Ser ou não ser notícia

Correia da Fonseca
Desta vez, depois de perscrutar o horizonte da «2:» e nela não avistar nada que me parecesse acolhedor, procurei refúgio na RTP Memória. É uma decisão não direi que desesperada, mas sem dúvida perigosa: naquele lugar de indiscriminada amálgama, é sempre possível deparar com velhas imagens de Salazar, o «velho abutre» do não suficientemente conhecido poema de Sophia, e nessa eventualidade lá se fica com o refúgio envenenado para o resto do serão, pelo menos. Mas tive sorte: estava a ser retransmitido um programa quase recente, coisa para um ou dois anos, e em estúdio, numa conversa conduzida por António Louçã (não há engano, escrevi António!), estavam os jornalistas Fernando Paulouro e Daniel Reis. Fiquei, naturalmente: não é todos os dias que se encontra a RTP a dar largo tempo de antena a jornalistas competentes, inteligentes e solidários. Para mais, o assunto por eles abordado era a vida dos mineiros da Panasqueira antes e depois de Abril.

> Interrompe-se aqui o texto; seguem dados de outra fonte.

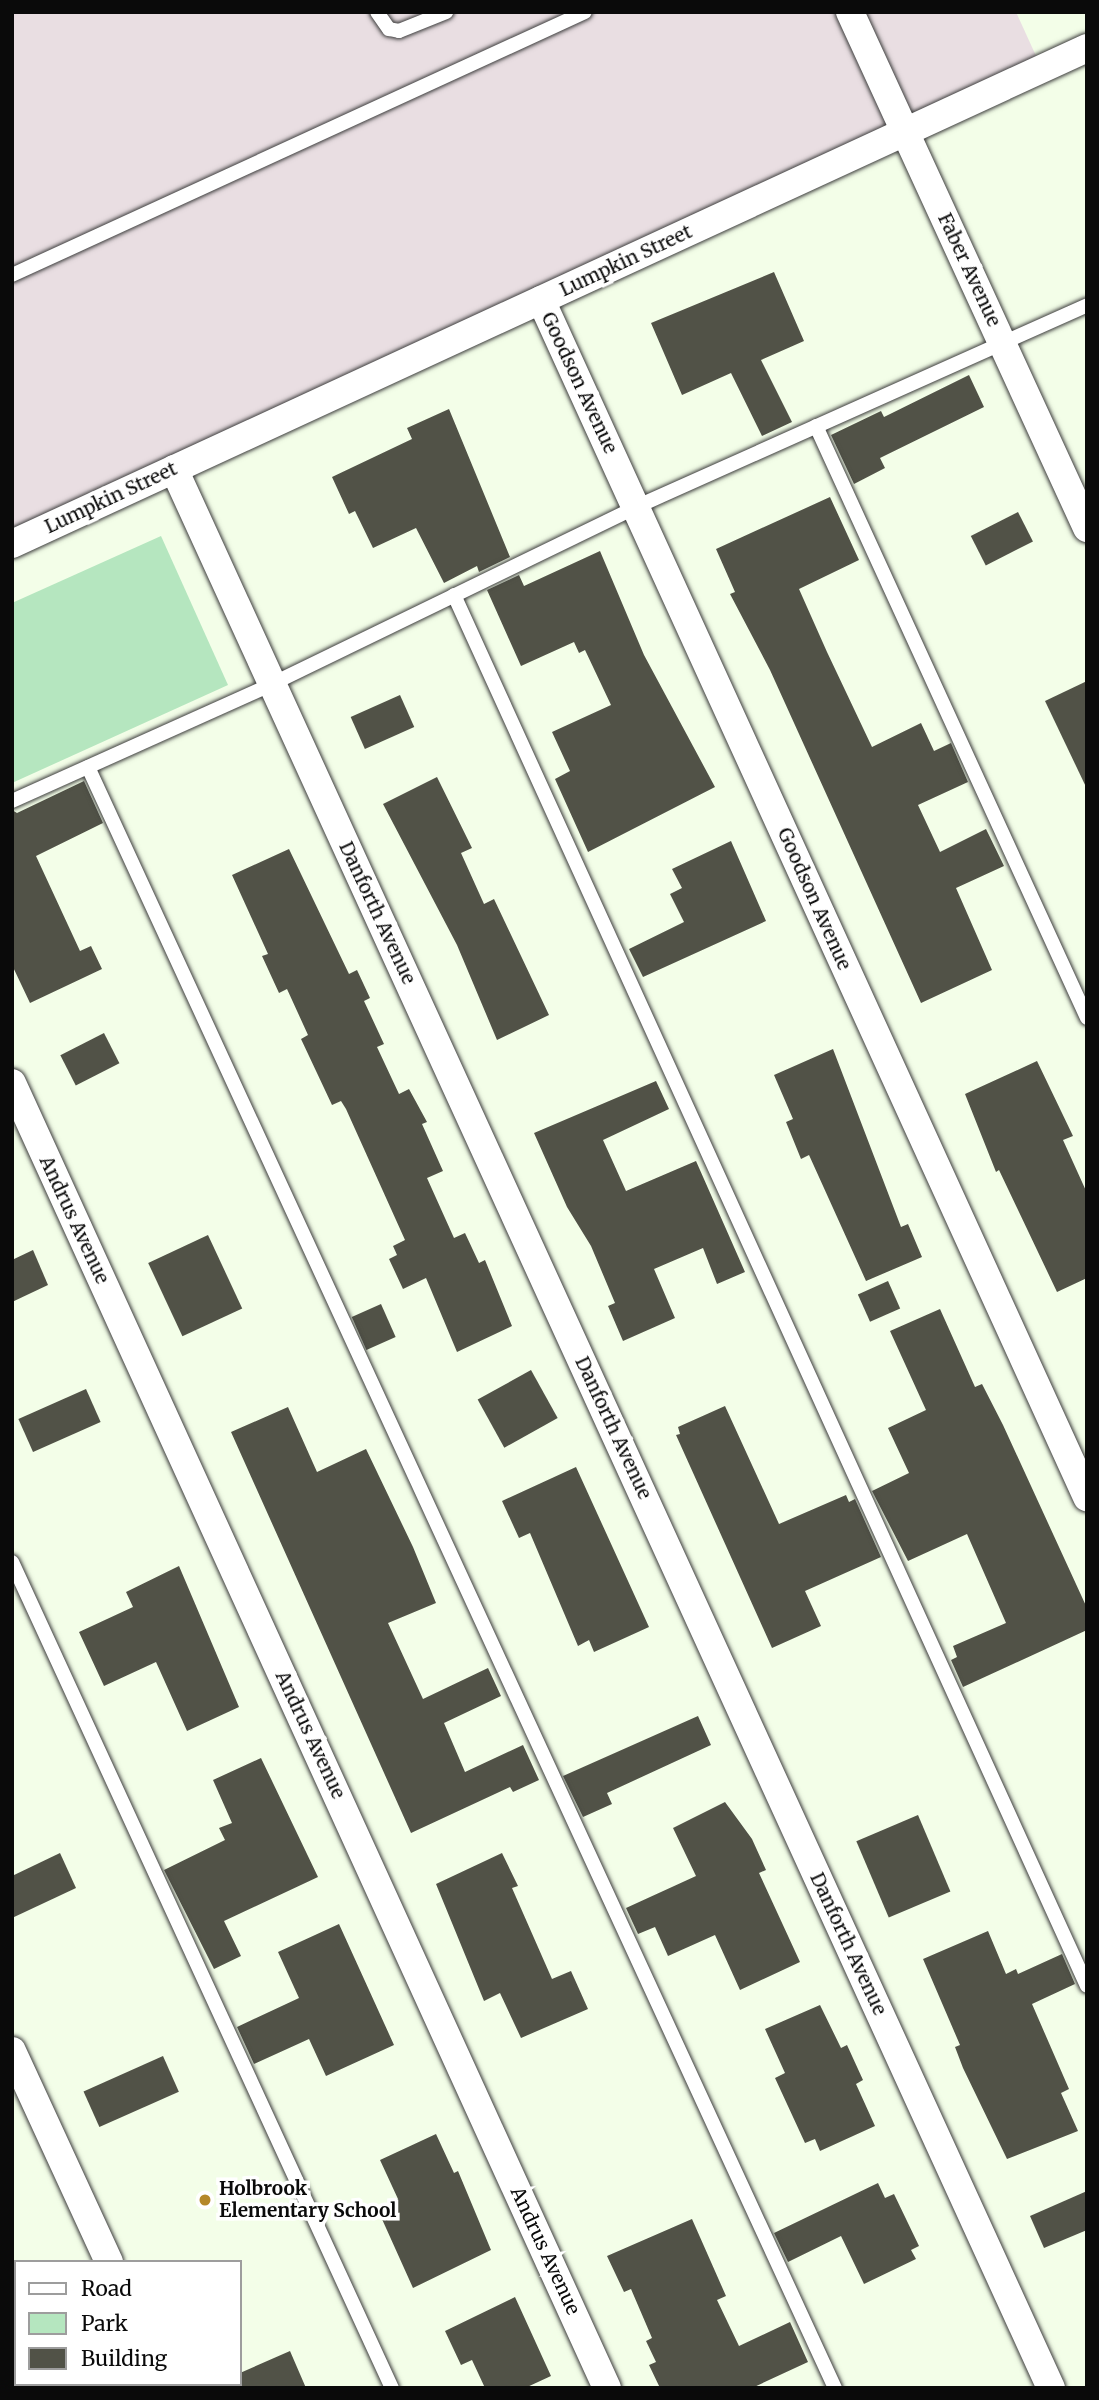 <!DOCTYPE html>
<style>
body{margin:0}
#map{position:relative;width:1099px;height:2400px;overflow:hidden;background:#f3fee8;font-family:Merriweather,serif}
div>[style]{position:absolute}
.industrial>*{inset:0;background:#e9dee2}
.green>*{inset:0;background:#b5e6bf}
.building>*{inset:0;background:#515247;transform-origin:0 0}
.roads{filter:drop-shadow(0 0 2px #3d3d3d) drop-shadow(0 0 2px #3d3d3d)}
.service>*{height:14px;margin:-7px;padding:0 7px;transform-origin:7px;border-radius:7px;background:#fff}
.minor>*{height:28px;margin:-14px;padding:0 14px;transform-origin:14px;border-radius:14px;background:#fff}
.dots>*{width:19px;height:19px;translate:-50% -50%;box-sizing:border-box;border:4px solid #fff;border-radius:50%}
span{translate:-50% -50%;white-space:nowrap;text-align:center;line-height:1.15;-webkit-text-stroke:7px #fff;paint-order:stroke}
.street-label{font-size:19px;color:#0a0a0a}
.poi-label{font-size:19px;color:#0a0a0a;font-weight:700}
.left{translate:0 -50%;text-align:left}
.frame{position:absolute;inset:0;border:14px solid #0a0a0a;pointer-events:none}
.legend{position:absolute;left:14px;top:2260px;width:228px;height:126px;box-sizing:border-box;background:#fff;border:2px solid #9d9d9d;margin:0;padding:9px 12px;list-style:none;font-size:21px;color:#0a0a0a}
.legend li{display:flex;align-items:center;gap:14px;height:35px}
.legend b{width:35px;border:2px solid #9d9d9d}
</style>
<div id="map">
<div class="industrial">
<i style="clip-path:polygon(12px 12px,1016px 12px,1042px 69px,12px 544px)"></i>
</div>
<div class="green">
<i style="clip-path:polygon(161px 536px,228px 685px,12px 783px,12px 603px)"></i>
</div>
<div class="building">
<i style="clip-path:polygon(774px 272px,804px 341px,761px 360px,792px 422px,762px 436px,731px 373px,682px 395px,651px 323px)"></i>
<i style="clip-path:polygon(969px 375px,984px 407px,880px 458px,885px 468px,854px 484px,831px 435px,881px 411px,884px 417px)"></i>
<i style="clip-path:polygon(449px 409px,510px 557px,479px 572px,477px 566px,444px 583px,416px 528px,373px 548px,355px 511px,349px 514px,332px 477px,412px 439px,407px 428px)"></i>
<i style="clip-path:polygon(830px 497px,859px 560px,799px 589px,827px 652px,872px 747px,921px 723px,934px 751px,951px 743px,968px 782px,918px 805px,940px 852px,986px 829px,1004px 866px,956px 888px,992px 970px,921px 1003px,770px 670px,730px 594px,735px 592px,716px 549px)"></i>
<i style="left:1018px;top:512px;width:33px;height:53px;rotate:63deg"></i>
<i style="clip-path:polygon(600px 551px,644px 655px,715px 787px,588px 852px,555px 779px,570px 771px,552px 732px,611px 705px,585px 650px,579px 653px,574px 642px,521px 666px,487px 590px,519px 575px,524px 586px)"></i>
<i style="clip-path:polygon(1087px 681px,1087px 789px,1045px 701px)"></i>
<i style="left:400px;top:695px;width:35px;height:54px;rotate:66deg"></i>
<i style="clip-path:polygon(437px 777px,472px 848px,461px 853px,484px 904px,494px 899px,549px 1015px,497px 1040px,457px 945px,383px 804px)"></i>
<i style="clip-path:polygon(84px 781px,103px 823px,36px 856px,80px 951px,91px 946px,102px 969px,30px 1003px,12px 965px,12px 810px,17px 813px)"></i>
<i style="clip-path:polygon(731px 841px,766px 921px,643px 977px,629px 949px,684px 922px,670px 894px,682px 888px,672px 869px)"></i>
<i style="clip-path:polygon(289px 849px,349px 974px,357px 970px,370px 998px,364px 1001px,384px 1044px,377px 1047px,399px 1094px,409px 1089px,427px 1122px,422px 1124px,443px 1171px,427px 1178px,454px 1238px,465px 1233px,479px 1263px,485px 1260px,512px 1326px,457px 1352px,426px 1278px,403px 1289px,389px 1259px,397px 1255px,393px 1246px,405px 1240px,346px 1109px,341px 1101px,332px 1105px,301px 1039px,308px 1035px,287px 989px,279px 993px,262px 956px,268px 954px,232px 875px)"></i>
<i style="left:104px;top:1033px;width:34px;height:49px;rotate:63deg"></i>
<i style="clip-path:polygon(833px 1049px,901px 1227px,908px 1224px,922px 1257px,866px 1281px,809px 1155px,801px 1159px,786px 1122px,793px 1119px,774px 1075px)"></i>
<i style="clip-path:polygon(1037px 1061px,1073px 1136px,1063px 1140px,1087px 1193px,1087px 1278px,1057px 1292px,999px 1170px,996px 1172px,965px 1094px)"></i>
<i style="clip-path:polygon(656px 1081px,669px 1109px,603px 1140px,626px 1191px,696px 1161px,745px 1272px,717px 1284px,703px 1248px,654px 1269px,675px 1318px,623px 1341px,608px 1306px,615px 1303px,591px 1246px,567px 1207px,534px 1133px)"></i>
<i style="left:208px;top:1235px;width:81px;height:66px;rotate:65deg"></i>
<i style="clip-path:polygon(33px 1250px,48px 1285px,12px 1302px,12px 1260px)"></i>
<i style="left:888px;top:1281px;width:30px;height:33px;rotate:66deg"></i>
<i style="left:381px;top:1304px;width:36px;height:32px;rotate:66deg"></i>
<i style="clip-path:polygon(940px 1309px,975px 1387px,982px 1384px,1003px 1425px,1087px 1608px,1087px 1630px,963px 1687px,951px 1660px,957px 1657px,953px 1646px,1006px 1623px,967px 1534px,908px 1561px,872px 1491px,909px 1473px,888px 1428px,926px 1410px,890px 1331px)"></i>
<i style="left:531px;top:1370px;width:55px;height:61px;rotate:61deg"></i>
<i style="left:86px;top:1389px;width:36px;height:74px;rotate:66deg"></i>
<i style="clip-path:polygon(725px 1406px,779px 1524px,846px 1495px,849px 1502px,855px 1499px,881px 1557px,805px 1591px,821px 1626px,772px 1648px,676px 1435px,680px 1434px,678px 1427px)"></i>
<i style="clip-path:polygon(288px 1407px,317px 1472px,366px 1449px,413px 1547px,436px 1603px,388px 1623px,423px 1699px,488px 1668px,501px 1696px,444px 1723px,465px 1772px,523px 1745px,539px 1780px,513px 1792px,510px 1787px,411px 1833px,231px 1432px)"></i>
<i style="clip-path:polygon(576px 1467px,649px 1627px,594px 1652px,589px 1640px,578px 1646px,530px 1533px,519px 1538px,502px 1501px)"></i>
<i style="clip-path:polygon(179px 1566px,239px 1707px,187px 1731px,156px 1662px,104px 1686px,79px 1632px,133px 1607px,126px 1592px)"></i>
<i style="clip-path:polygon(698px 1716px,711px 1745px,607px 1793px,612px 1804px,583px 1817px,563px 1776px)"></i>
<i style="clip-path:polygon(261px 1758px,318px 1877px,224px 1921px,241px 1956px,214px 1969px,164px 1870px,225px 1840px,219px 1828px,232px 1823px,213px 1780px)"></i>
<i style="clip-path:polygon(725px 1802px,752px 1839px,766px 1870px,759px 1873px,800px 1962px,740px 1990px,715px 1935px,668px 1956px,655px 1927px,638px 1934px,626px 1908px,696px 1876px,673px 1828px)"></i>
<i style="left:918px;top:1815px;width:83px;height:67px;rotate:67deg"></i>
<i style="clip-path:polygon(60px 1853px,76px 1888px,12px 1918px,12px 1876px)"></i>
<i style="clip-path:polygon(502px 1853px,518px 1886px,512px 1888px,552px 1979px,571px 1971px,588px 2009px,521px 2038px,500px 1993px,484px 2001px,436px 1884px)"></i>
<i style="clip-path:polygon(339px 1924px,394px 2045px,326px 2076px,309px 2039px,254px 2064px,237px 2027px,299px 1998px,278px 1952px)"></i>
<i style="clip-path:polygon(988px 1931px,1006px 1974px,1016px 1969px,1018px 1974px,1062px 1954px,1075px 1984px,1032px 2004px,1069px 2089px,1061px 2093px,1078px 2131px,1007px 2159px,963px 2068px,955px 2047px,960px 2045px,923px 1959px)"></i>
<i style="clip-path:polygon(820px 2005px,841px 2048px,847px 2045px,863px 2080px,856px 2084px,875px 2126px,820px 2151px,815px 2139px,805px 2143px,775px 2078px,785px 2073px,765px 2029px)"></i>
<i style="left:163px;top:2056px;width:39px;height:87px;rotate:66deg"></i>
<i style="clip-path:polygon(436px 2134px,454px 2173px,458px 2171px,491px 2250px,413px 2288px,377px 2208px,398px 2199px,380px 2160px)"></i>
<i style="clip-path:polygon(878px 2183px,885px 2198px,894px 2194px,919px 2246px,911px 2250px,916px 2259px,864px 2284px,841px 2236px,788px 2262px,774px 2233px)"></i>
<i style="clip-path:polygon(1087px 2191px,1087px 2230px,1044px 2248px,1030px 2216px)"></i>
<i style="clip-path:polygon(692px 2219px,726px 2296px,717px 2300px,739px 2346px,790px 2322px,808px 2362px,752px 2388px,660px 2388px,649px 2365px,656px 2362px,646px 2341px,652px 2338px,631px 2289px,624px 2292px,607px 2256px)"></i>
<i style="clip-path:polygon(515px 2297px,551px 2376px,525px 2388px,485px 2388px,472px 2360px,461px 2365px,445px 2331px)"></i>
<i style="clip-path:polygon(290px 2351px,306px 2388px,205px 2388px,240px 2384px,240px 2373px)"></i>
</div>
<div class="roads">
<div class="service">
<i style="left:377px;top:12px;width:21px;rotate:55deg"></i>
<i style="left:389px;top:29px;width:10px;rotate:11deg"></i>
<i style="left:399px;top:31px;width:51px;rotate:-22deg"></i>
<i style="left:12px;top:275px;width:630px;rotate:-24.65deg"></i>
<i style="left:816px;top:426px;width:651px;rotate:65.4deg"></i>
<i style="left:454px;top:595px;width:1528px;rotate:65.53deg"></i>
<i style="left:88px;top:767px;width:1785px;rotate:65.26deg"></i>
<i style="left:12px;top:801px;width:285px;rotate:-24.2deg"></i>
<i style="left:272px;top:684px;width:405px;rotate:-25.9deg"></i>
<i style="left:636px;top:507px;width:494px;rotate:-24.1deg"></i>
<i style="left:12px;top:1562px;width:909px;rotate:65.3deg"></i>
<i style="left:48px;top:2388px;width:8px;rotate:-30deg"></i>
</div>
<div class="minor">
<i style="left:850px;top:12px;width:568px;rotate:65.33deg"></i>
<i style="left:541px;top:300px;width:1316px;rotate:65.48deg"></i>
<i style="left:174px;top:469px;width:2110px;rotate:65.44deg"></i>
<i style="left:12px;top:544px;width:1184px;rotate:-24.77deg"></i>
<i style="left:12px;top:1083px;width:1434px;rotate:65.49deg"></i>
<i style="left:12px;top:2051px;width:232px;rotate:65.3deg"></i>
<i style="left:164px;top:2384px;width:4px;rotate:63deg"></i>
</div>
</div>
<div class="dots">
<i style="left:205px;top:2200px;background:#b48829"></i>
</div>
<div class="street-label">
<span style="left:626px;top:261px;rotate:-25deg">Lumpkin Street</span>
<span style="left:969px;top:270px;rotate:65deg">Faber Avenue</span>
<span style="left:579px;top:383px;rotate:65deg">Goodson Avenue</span>
<span style="left:111px;top:498px;rotate:-25deg">Lumpkin Street</span>
<span style="left:814px;top:899px;rotate:66deg">Goodson Avenue</span>
<span style="left:377px;top:913px;rotate:65deg">Danforth Avenue</span>
<span style="left:74px;top:1220px;rotate:65deg">Andrus Avenue</span>
<span style="left:613px;top:1428px;rotate:65deg">Danforth Avenue</span>
<span style="left:310px;top:1735px;rotate:65deg">Andrus Avenue</span>
<span style="left:848px;top:1944px;rotate:65deg">Danforth Avenue</span>
<span style="left:545px;top:2251px;rotate:65deg">Andrus Avenue</span>
</div>
<div class="poi-label">
<span class="left" style="left:219px;top:2200px">Holbrook<br>Elementary School</span>
</div>
<div class="frame"></div>
<ul class="legend">
<li><b style="height:9px;background:#fff"></b>Road</li>
<li><b style="height:19px;background:#b5e6bf"></b>Park</li>
<li><b style="height:19px;background:#515247"></b>Building</li>
</ul>
</div>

Trata-se de uma realidade terrivelmente exemplar da condição dos trabalhadores durante a ditadura fascista, e também na actualidade, com a contra-revolução legislativa já velhinha de vários anos e o poder do grande empresariado de novo em plena força sem que ninguém lhe tolhe as decisões mesmo quando tendencialmente assassinas. Sem que aqui seja possível relatar tudo quanto Daniel Reis e Fernando Paulouro contaram acerca dos tempos anteriores a 74, é forçoso registar que então, estando a generalidade dos mineiros condenados à morte em consequência da silicose, eram ainda assim obrigados a voltar às minas, isto é, a ir ao encontro do fim anunciado, pois de outro modo as famílias passariam fome, ou talvez se devesse dizer que passariam ainda mais fome. O depoimento de Daniel Reis foi particularmente pungente, pois o seu próprio pai, mineiro, morreu com a silicose contraída na mina. Quanto a Fernando Paulouro, que acompanhou todos esses anos de tragédias e lutas na qualidade de jornalista, pôde narrar, além do mais, o quanto custava nesses anos fazer jornalismo nesse bastião de coragem e honestidade que era então, como continua a ser, o «Jornal do Fundão». E foi ele que, a propósito da cortina de silêncio que a censura formal então interpunha entre a realidade e a população, referiu um «ensinamento» atribuído ao próprio ditador: «o que não é notícia não existe». Impressiona reflectir em como esta maquiavélica regra é plenamente aplicável ao fluxo informativo dos grande media actuais.

Saudade do que não houve

Entretanto, tive de voltar, por dever de ofício, aos telenoticiários do dia e, designadamente, às breves reportagens que cada canal tem vindo a fazer das actividades diárias dos candidatos às próximas eleições. Lá vi como, de um modo geral, dos candidatos que em maior ou menor grau ainda se lembram de Abril e o lembram aos portugueses, são escolhidos momentos pouco ou nada entusiasmantes que alguns repórteres acompanham com palavras envenenadas. E como do candidato do tandém PSD/CDS-PP, o tal «senhor Silva» do companheiro Alberto João, são dadas imagens em que surge envolvido por largos grupos de apoiantes excitadíssimos pela ilusão de que está ali o homem que os vai salvar do desemprego que é como uma nuvem negra a ameaçar o País inteiro, que vai restituir a cada um a possibilidade de gastar, de consumir. Talvez porque os grandes patrões gostam dele e ele gosta dos patrões. Aliás, não é difícil descobrir nos quatro cantos do País muitos pobres basbaques que olham Cavaco como uma reincarnação de um Salazar que nas suas memórias surge limpo dos crimes que encomendou ou consentiu, das fomes e outras formas de miséria que sob o seu comando grassaram de Norte a Sul, da tacanhez verdadeiramente miserável que desaproveitou o facto de Portugal ter sido, graças à geografia e apenas a ela, uma terra em paz numa Europa devastada pela guerra. Também os patrões gostavam de Salazar, o apoiavam tal como o actual grande patronato apoia Cavaco, e nem por isso o País deixou de ser, nesses anos atrozes, uma paisagem de desgraça e miséria. No silêncio, é certo: eram miséria e desgraça que não podiam ser notícia. E por isso «não existiam». Pior: por isso continuam a não existir, porque a realidade das décadas de Salazar continua a não ser notícia, sendo substituída por uma falsificação com tintas de nostalgia por qualquer coisa que não houve. Com razão ou sem ela, suspeito de que, muitas vezes, é essa falsificação que acciona mãos e gargantas que aplaudem em Cavaco um novo Salazar. Que aplaudem a impostura. Porque a verdade, não sendo notícia, não existe. Como lembrou Fernando Paulouro.